Featuring fine guest turns from Ray Winstone as an army deserter and Michael Elphick as drunken Irish site nuisance Magowan, Auf Wiedersehen, Pet could have run and run. It's to the credit of its creators, however, that the show quit while it was ahead, a change in German tax law leaving the boys little choice but to return home,
a mixed blessing made more digestible by the fact that Kevin Keegan's just signed for Newcastle United!
And there things might have ended had not the demand for a second series been all but impossible to ignore. So it came to pass that, in 1986, Clement and La Frenais decided to put the gang back together, initially to help the newly-engaged Barry complete some work on his house then later to head out to Spain to renovate a swimming pool for Scottish tough-nut Ally Fraser (the always brilliant Bill Paterson).
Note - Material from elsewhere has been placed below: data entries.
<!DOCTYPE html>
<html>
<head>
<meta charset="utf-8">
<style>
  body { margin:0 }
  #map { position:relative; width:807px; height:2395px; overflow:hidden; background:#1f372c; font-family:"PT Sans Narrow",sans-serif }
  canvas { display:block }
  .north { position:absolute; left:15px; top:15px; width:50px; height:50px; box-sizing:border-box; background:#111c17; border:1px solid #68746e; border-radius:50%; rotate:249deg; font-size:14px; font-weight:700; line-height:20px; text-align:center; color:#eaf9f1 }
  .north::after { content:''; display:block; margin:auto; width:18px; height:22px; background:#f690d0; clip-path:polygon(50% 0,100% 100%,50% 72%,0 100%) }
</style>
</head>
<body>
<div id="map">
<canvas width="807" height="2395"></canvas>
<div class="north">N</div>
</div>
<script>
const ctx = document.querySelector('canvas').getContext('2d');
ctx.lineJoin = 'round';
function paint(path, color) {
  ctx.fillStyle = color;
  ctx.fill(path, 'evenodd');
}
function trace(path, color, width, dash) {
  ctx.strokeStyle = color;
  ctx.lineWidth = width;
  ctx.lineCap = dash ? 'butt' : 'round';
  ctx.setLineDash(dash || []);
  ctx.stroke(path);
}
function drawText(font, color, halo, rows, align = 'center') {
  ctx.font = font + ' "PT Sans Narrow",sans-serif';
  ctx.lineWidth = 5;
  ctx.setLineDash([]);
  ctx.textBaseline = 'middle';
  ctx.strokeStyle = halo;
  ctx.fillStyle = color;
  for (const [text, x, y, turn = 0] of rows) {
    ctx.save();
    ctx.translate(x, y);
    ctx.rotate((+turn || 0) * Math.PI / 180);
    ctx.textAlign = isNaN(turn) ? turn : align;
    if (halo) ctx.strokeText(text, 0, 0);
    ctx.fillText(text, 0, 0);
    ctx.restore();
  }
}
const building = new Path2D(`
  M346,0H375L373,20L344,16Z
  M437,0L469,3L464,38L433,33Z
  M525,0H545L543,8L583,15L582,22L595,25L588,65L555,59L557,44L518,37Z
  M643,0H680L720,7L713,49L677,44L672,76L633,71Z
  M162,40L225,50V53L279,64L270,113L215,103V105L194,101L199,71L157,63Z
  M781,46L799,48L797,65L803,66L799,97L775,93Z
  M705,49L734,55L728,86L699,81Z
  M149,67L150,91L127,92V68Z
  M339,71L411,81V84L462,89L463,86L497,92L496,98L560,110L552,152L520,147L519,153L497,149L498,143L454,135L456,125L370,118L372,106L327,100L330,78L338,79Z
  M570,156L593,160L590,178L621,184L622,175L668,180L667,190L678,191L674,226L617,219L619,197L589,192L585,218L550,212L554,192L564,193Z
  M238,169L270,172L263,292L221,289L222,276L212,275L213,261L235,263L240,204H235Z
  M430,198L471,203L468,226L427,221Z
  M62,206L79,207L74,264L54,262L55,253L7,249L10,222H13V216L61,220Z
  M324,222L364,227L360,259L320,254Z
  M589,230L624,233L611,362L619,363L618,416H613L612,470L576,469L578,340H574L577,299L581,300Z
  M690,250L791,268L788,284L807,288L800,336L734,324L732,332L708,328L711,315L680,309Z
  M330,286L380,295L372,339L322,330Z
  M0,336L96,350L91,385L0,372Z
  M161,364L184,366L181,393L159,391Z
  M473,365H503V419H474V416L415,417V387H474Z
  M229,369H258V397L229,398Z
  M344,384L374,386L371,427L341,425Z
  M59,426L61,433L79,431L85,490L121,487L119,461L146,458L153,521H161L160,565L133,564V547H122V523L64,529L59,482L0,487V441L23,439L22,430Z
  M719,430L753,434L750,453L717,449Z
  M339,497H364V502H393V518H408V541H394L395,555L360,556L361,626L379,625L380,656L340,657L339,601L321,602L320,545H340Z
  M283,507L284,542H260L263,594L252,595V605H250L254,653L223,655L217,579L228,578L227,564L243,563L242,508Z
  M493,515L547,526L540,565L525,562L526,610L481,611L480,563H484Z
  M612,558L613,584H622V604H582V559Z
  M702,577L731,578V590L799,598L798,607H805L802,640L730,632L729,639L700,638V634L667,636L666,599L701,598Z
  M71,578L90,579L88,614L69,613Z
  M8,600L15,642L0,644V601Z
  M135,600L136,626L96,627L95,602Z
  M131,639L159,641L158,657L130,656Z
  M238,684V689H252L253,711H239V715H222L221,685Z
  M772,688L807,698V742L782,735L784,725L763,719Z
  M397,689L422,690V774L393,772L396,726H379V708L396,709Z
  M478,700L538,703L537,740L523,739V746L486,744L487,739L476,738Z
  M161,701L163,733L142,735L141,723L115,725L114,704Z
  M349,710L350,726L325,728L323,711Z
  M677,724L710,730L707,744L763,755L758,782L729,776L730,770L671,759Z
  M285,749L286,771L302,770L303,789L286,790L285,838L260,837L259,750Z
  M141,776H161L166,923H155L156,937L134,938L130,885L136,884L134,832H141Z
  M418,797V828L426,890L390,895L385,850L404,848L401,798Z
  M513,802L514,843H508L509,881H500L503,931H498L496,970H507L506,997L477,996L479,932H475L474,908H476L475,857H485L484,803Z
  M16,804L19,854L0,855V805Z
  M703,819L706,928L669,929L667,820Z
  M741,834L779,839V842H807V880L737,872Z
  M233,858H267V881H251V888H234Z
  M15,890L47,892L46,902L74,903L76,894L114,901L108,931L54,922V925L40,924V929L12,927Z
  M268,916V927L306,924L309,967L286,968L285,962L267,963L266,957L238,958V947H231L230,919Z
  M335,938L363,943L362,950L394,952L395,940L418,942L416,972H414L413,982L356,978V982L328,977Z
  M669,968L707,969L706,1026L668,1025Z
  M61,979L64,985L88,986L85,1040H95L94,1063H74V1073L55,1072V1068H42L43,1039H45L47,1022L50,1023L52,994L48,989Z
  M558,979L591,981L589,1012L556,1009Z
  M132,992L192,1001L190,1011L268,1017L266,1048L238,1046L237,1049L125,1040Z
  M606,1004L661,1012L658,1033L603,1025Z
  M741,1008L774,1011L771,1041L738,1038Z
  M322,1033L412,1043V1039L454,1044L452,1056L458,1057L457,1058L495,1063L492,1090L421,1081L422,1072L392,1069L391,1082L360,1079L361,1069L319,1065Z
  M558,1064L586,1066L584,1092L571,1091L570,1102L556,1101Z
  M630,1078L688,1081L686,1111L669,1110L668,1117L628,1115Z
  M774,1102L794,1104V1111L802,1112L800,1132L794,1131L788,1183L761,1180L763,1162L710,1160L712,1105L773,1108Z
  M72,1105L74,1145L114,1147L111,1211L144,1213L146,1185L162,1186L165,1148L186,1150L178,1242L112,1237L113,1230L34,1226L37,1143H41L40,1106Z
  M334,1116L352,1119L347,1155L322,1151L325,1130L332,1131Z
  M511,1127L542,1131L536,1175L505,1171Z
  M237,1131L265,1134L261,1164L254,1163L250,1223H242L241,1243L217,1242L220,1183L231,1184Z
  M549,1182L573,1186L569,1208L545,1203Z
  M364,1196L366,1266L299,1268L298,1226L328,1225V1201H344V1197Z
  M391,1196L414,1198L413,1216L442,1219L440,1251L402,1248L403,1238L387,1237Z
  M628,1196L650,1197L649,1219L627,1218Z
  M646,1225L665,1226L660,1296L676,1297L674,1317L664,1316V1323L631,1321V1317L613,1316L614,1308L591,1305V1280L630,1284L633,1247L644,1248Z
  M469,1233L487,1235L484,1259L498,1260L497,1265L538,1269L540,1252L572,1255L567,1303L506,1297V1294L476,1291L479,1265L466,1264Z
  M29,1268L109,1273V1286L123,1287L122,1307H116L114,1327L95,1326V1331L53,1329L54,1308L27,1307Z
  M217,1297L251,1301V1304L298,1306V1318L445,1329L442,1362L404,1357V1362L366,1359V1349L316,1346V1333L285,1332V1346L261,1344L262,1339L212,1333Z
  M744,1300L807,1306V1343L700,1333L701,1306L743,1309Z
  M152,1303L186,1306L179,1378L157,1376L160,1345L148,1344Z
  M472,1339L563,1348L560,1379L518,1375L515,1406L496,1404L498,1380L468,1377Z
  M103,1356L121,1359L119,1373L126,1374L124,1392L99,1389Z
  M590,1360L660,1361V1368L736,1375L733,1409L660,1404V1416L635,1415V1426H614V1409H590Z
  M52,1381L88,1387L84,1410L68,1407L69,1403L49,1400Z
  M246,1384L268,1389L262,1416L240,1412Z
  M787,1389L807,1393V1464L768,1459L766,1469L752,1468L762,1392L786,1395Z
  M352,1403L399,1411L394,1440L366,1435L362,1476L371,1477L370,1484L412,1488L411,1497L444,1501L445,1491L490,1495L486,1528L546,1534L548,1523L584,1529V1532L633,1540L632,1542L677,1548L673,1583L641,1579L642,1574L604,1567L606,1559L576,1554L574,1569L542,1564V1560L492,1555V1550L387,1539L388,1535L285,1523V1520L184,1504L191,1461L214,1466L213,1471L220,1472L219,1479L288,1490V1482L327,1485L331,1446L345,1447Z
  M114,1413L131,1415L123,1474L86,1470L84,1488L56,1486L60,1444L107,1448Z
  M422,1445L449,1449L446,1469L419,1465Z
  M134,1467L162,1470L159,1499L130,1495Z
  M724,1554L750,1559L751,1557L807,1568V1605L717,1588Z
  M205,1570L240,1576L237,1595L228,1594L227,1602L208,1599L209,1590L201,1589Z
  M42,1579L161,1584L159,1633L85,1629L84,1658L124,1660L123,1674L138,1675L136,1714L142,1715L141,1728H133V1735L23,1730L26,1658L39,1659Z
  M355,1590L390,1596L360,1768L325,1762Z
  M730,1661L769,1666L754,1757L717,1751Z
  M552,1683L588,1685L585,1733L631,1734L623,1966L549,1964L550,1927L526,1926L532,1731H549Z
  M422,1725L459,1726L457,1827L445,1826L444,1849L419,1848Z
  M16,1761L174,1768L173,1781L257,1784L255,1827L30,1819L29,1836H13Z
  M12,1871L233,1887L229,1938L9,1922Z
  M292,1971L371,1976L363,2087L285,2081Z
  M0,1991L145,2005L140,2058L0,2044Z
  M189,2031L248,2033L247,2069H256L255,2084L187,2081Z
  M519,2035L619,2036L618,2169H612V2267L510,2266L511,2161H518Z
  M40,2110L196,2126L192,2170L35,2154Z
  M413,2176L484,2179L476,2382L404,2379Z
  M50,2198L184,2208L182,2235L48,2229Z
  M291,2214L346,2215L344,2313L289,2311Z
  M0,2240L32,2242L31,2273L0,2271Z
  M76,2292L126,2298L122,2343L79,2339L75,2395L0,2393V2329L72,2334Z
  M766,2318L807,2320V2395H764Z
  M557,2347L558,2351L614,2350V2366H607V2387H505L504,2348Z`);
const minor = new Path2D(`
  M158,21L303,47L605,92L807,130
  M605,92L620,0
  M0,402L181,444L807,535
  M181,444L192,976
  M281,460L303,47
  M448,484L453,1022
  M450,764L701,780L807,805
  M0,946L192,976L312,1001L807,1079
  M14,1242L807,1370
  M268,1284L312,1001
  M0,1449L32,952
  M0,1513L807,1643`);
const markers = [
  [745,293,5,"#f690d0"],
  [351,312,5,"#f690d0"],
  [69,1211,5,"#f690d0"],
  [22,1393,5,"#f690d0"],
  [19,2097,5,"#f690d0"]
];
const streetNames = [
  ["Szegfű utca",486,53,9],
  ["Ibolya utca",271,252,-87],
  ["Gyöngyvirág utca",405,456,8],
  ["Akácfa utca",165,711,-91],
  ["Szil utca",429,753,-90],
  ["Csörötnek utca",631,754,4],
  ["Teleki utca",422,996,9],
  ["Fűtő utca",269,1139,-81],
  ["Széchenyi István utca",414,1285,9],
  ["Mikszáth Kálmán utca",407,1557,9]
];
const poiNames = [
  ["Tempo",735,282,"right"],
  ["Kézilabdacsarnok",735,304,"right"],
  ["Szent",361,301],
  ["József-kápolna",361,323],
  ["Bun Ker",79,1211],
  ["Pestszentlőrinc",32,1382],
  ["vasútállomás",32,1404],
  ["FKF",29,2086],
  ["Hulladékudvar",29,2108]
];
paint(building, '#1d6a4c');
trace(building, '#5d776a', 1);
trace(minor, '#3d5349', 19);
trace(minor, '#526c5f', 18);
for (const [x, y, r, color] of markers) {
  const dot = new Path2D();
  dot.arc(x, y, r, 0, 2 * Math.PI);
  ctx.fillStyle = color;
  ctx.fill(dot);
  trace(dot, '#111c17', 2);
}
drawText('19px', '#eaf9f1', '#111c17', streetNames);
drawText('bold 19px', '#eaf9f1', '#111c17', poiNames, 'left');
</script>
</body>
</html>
Years after Series Two aired, Jimmy Nail would say he felt the storyline and the setting was far too glamorous for the good of the programme, a point of view both Clement and La Frenais shared. But as the austerity of the early 1980s had given way to something of a boom period, there was something rather fitting about our boys moving up in the world. Heading to Spain, meanwhile, gave the writers a chance to investigate such phenomena as the Costa Del Crime (Fraser's bosom buddies with James Booth's fugitive porn baron Kenny Ames) and the growing population of British expats who love the fact that you can get the British papers in time to enjoy a dinner of egg, chips and lager on the terrace of Ye Old Fat Ox, Fuengirola
Whether there was too much sun and sangria seems even less important when weighed against the joy of spending time in the company of Dennis, Oz and Co.
If there's a scene that best captures the essence of the series, it's a lunch break at an anonymous service station during which the boys debate who'd be who if they were the real Magnificent Seven. To summarise the results, Dennis is Yul Brynner, everyone else wants to be Steve McQueen and no one remembers Brad Dexter.
Rather than riding off into the sunset, Series Two ended with the seven aboard a boat bound for Algeria, with the newly-married Barry and his groomsman at the mercy of an on-the-lam Ally Fraser. And while two very successful series would air on the BBC in the 2000s, here's where we'll end the AWP story, in part because those later series ditched the European locations in favour of Cuba and the American West but more pertinently because Gary Holton died of a drug overdose shortly before the end of the second series shoot. The Seven had lost their Horst Buccholz and nothing was ever quite the same again.
The European-set series also stand apart given what’s since become of the EU. At a time when views weren't terribly reconstructed and the war was rather fresher in the memory, Dick Clement and Ian La Frenais dared to suggest that the continent could rub along quite nicely with the occasionally off-colour remark ("The words 'fair' and 'German' don't go together in my book, pal," rants Oz) offset by the occasional acknowledgement that not everything's best in Blighty ("Sex is in its infancy in Gateshead," Mr Osbourne observes after a night at Dusseldorf's biggest brothel).
Not that this message was the reason for AWP's existence. Hell, it mightn't even have been a conscious decision on the part of the writers. No, like all the best comedy-dramas, Auf Wiedersehen, Pet lingers long in the memory thanks to it being both dramatic and comedic. That people are more or less the same all over is then perhaps a universal truth common to many a great TV show.
And how great a show was Auf Wiedersehen, Pet? Look no further than the lengthy blooper reel and a sequence where Neville's in bed with his wife Brenda trying to fit a night of love making around listening to the big game on the radio. "Sorry," says Kevin Whately, bringing the scene to a shuddering halt, "I got totally distracted there because Newcastle have just scored a goal!"
Which, though hilarious, isn't funnier than any of the things that were meant to occur in Auf Wiedersehen, Pet, the ultimate story of the British working man abroad.